# Deva Reincarnation



## nayrelgof (Sep 14, 2011)

1) Are deva reincarnated as adults? It sounds like they are.

2) Does deva reincarnation work in Danor? It sounds like it does, since it's an innate ability, but does it fade if one were to live in Danor permanently?

3) According to Risuri law, is a reincarnated deva the same person? Because of their loss of memory and experiences and their fear of death, I would assume they are not legally the same person. They may inherit their old possessions (after creditors are paid), but they would not inherit debt, and they would not be culpable for crimes in past lives (death penalty would be problematic, and what would a life sentence mean?).


----------



## RangerWickett (Sep 14, 2011)

nayrelgof said:


> 1) Are deva reincarnated as adults? It sounds like they are.




Yes.



> 2) Does deva reincarnation work in Danor? It sounds like it does, since it's an innate ability, but does it fade if one were to live in Danor permanently?

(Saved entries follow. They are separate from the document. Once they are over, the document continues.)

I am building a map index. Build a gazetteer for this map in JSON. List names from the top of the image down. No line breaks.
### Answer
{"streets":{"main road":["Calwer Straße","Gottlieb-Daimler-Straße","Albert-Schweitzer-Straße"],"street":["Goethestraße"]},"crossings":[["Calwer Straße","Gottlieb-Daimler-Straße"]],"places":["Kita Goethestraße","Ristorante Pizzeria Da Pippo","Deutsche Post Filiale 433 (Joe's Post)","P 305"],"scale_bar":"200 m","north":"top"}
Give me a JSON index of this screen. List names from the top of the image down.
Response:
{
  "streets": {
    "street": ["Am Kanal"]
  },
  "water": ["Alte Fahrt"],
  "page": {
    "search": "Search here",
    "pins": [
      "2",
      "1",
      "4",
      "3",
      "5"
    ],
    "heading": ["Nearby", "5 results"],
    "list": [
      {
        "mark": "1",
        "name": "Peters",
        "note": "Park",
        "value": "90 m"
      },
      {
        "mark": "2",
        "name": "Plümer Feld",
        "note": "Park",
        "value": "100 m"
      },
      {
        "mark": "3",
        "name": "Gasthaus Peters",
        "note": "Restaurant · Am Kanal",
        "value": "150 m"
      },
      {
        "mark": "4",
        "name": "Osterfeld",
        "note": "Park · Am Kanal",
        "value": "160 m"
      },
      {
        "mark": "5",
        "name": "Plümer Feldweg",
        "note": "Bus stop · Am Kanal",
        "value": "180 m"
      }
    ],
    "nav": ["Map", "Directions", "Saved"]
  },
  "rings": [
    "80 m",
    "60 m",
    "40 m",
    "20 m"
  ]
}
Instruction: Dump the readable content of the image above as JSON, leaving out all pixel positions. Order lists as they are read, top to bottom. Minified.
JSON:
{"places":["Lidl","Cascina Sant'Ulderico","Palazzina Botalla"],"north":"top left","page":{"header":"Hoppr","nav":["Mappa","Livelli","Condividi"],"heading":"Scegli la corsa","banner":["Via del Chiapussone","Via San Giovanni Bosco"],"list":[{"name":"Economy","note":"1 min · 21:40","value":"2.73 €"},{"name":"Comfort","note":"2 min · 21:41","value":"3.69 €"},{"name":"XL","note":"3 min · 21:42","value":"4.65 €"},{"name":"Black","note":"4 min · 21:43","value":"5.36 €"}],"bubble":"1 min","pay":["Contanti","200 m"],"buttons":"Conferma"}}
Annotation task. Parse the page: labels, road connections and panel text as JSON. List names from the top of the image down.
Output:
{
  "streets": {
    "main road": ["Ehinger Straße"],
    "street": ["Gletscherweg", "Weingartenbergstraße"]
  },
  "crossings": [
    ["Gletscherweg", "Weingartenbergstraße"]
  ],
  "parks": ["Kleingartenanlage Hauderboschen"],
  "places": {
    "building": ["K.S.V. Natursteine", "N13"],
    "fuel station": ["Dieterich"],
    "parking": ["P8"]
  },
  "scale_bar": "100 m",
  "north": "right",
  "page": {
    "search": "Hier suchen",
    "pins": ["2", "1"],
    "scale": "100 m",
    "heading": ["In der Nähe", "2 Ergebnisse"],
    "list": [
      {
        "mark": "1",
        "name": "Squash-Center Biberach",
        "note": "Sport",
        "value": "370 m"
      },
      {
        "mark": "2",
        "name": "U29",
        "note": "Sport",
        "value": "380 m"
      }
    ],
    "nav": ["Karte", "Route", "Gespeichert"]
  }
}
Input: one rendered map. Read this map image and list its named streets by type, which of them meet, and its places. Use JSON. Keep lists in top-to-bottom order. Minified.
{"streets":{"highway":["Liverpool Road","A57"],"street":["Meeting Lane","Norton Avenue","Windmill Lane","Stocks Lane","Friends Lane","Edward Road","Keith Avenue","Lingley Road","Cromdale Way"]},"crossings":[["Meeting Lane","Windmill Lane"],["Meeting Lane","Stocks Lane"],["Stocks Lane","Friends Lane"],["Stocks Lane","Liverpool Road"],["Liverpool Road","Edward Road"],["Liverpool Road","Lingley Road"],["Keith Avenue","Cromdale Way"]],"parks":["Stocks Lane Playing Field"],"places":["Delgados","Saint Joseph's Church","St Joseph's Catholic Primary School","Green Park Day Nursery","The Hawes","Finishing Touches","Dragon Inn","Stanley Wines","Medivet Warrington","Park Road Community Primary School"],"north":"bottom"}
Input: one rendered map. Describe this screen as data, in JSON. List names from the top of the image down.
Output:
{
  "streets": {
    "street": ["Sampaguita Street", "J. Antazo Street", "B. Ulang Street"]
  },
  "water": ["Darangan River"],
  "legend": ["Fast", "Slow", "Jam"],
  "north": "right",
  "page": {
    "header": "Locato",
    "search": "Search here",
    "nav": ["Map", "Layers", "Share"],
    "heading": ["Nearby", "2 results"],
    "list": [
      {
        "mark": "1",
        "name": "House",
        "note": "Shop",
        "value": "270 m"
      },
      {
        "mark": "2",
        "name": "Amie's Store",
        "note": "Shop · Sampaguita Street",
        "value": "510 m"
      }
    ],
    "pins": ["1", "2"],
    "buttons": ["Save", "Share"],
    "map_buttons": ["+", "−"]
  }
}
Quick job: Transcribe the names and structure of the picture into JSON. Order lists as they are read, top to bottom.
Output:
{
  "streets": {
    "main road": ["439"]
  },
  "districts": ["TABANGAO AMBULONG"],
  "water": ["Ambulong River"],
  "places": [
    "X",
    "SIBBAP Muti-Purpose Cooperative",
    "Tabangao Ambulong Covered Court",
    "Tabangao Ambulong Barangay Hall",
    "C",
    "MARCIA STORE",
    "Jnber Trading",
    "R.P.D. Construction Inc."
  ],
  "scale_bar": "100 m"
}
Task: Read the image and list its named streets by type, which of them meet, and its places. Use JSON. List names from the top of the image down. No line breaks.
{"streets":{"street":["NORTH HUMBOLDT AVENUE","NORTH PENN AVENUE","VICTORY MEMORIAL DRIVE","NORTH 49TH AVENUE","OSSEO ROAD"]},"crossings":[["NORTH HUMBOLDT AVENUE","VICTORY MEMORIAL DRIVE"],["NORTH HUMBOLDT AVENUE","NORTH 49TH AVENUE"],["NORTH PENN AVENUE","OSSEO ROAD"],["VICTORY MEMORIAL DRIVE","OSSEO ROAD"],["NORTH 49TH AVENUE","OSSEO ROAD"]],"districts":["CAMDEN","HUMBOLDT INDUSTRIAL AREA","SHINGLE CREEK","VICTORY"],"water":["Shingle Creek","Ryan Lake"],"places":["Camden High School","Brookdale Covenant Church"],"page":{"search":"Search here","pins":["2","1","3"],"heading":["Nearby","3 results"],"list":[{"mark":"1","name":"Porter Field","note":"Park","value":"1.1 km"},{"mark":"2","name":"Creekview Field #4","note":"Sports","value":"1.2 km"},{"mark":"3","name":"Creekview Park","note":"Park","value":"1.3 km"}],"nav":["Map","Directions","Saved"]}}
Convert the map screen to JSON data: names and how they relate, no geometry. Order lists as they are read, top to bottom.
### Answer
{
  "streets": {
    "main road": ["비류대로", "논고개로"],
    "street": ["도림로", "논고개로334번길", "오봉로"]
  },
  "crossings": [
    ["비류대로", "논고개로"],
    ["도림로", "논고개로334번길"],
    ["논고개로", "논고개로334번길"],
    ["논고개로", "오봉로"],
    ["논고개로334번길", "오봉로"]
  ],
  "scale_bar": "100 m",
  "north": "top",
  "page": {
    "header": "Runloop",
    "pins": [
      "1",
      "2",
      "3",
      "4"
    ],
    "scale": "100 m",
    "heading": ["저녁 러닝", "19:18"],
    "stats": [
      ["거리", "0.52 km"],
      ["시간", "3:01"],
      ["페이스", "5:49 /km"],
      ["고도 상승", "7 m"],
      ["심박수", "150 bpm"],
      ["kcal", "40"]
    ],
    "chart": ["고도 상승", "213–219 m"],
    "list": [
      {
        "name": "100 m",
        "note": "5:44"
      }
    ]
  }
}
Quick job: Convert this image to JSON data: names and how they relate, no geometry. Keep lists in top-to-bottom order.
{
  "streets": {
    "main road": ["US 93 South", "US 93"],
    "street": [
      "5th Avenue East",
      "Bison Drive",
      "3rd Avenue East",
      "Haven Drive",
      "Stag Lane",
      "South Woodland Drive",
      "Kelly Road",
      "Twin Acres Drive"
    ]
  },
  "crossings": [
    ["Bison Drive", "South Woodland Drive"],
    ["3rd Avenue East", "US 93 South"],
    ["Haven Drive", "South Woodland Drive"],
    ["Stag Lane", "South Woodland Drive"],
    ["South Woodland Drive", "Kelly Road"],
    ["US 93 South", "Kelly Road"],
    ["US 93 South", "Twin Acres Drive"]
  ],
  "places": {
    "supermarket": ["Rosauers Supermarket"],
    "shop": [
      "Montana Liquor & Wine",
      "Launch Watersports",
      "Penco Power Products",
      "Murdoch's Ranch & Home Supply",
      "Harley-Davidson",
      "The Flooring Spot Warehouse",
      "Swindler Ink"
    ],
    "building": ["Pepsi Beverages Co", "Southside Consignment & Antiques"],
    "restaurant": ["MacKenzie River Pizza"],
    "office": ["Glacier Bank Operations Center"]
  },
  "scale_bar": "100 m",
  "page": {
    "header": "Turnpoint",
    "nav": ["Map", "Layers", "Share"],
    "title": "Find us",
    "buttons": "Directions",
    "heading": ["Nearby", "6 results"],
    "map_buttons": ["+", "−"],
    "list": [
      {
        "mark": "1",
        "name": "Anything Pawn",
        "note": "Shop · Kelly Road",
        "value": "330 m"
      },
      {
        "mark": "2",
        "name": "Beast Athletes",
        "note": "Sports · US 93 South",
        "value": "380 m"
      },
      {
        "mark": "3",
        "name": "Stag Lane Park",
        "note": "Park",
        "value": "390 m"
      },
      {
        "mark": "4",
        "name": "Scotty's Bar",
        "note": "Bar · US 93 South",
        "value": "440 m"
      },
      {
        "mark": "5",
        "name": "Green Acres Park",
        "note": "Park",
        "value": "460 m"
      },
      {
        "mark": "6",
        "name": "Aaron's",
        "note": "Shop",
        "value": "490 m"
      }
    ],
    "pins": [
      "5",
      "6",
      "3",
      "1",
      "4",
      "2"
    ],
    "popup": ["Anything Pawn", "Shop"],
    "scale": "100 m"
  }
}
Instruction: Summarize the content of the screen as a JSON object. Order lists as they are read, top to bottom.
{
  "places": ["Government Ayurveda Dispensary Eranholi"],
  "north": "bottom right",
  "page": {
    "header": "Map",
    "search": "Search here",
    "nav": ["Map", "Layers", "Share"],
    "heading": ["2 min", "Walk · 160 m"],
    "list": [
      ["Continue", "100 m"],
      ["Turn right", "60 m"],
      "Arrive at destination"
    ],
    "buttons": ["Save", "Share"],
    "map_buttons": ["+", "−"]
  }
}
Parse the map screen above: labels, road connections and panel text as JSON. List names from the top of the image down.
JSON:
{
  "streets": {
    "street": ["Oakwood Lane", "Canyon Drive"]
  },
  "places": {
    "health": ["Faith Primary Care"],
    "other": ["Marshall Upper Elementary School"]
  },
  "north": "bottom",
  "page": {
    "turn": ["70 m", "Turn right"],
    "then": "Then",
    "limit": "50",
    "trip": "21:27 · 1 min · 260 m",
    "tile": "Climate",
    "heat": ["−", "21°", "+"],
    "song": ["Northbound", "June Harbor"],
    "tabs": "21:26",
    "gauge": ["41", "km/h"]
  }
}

Magic works in Danor, just not well, and it needs to have a wellspring. So devas can reincarnate normally in Danor, and it's not the sort of effect that would fade away. There _might_ be some places where it wouldn't work, though. Just a heads-up.



> 3) According to Risuri law, is a reincarnated deva the same person? Because of their loss of memory and experiences and their fear of death, I would assume they are not legally the same person. They may inherit their old possessions (after creditors are paid), but they would not inherit debt, and they would not be culpable for crimes in past lives (death penalty would be problematic, and what would a life sentence mean?).




The legal code isn't quite as advanced as modern standards, and devas are very rare, and there is a lot of magistrate leeway, but the general precedent would be that yes, death for a deva is still death, but most devas with any resources arrange to bequeath their belongings to their next incarnation. Because of public disapproval of 'letting them off easy,' deva criminals usually get tossed in dungeons.


----------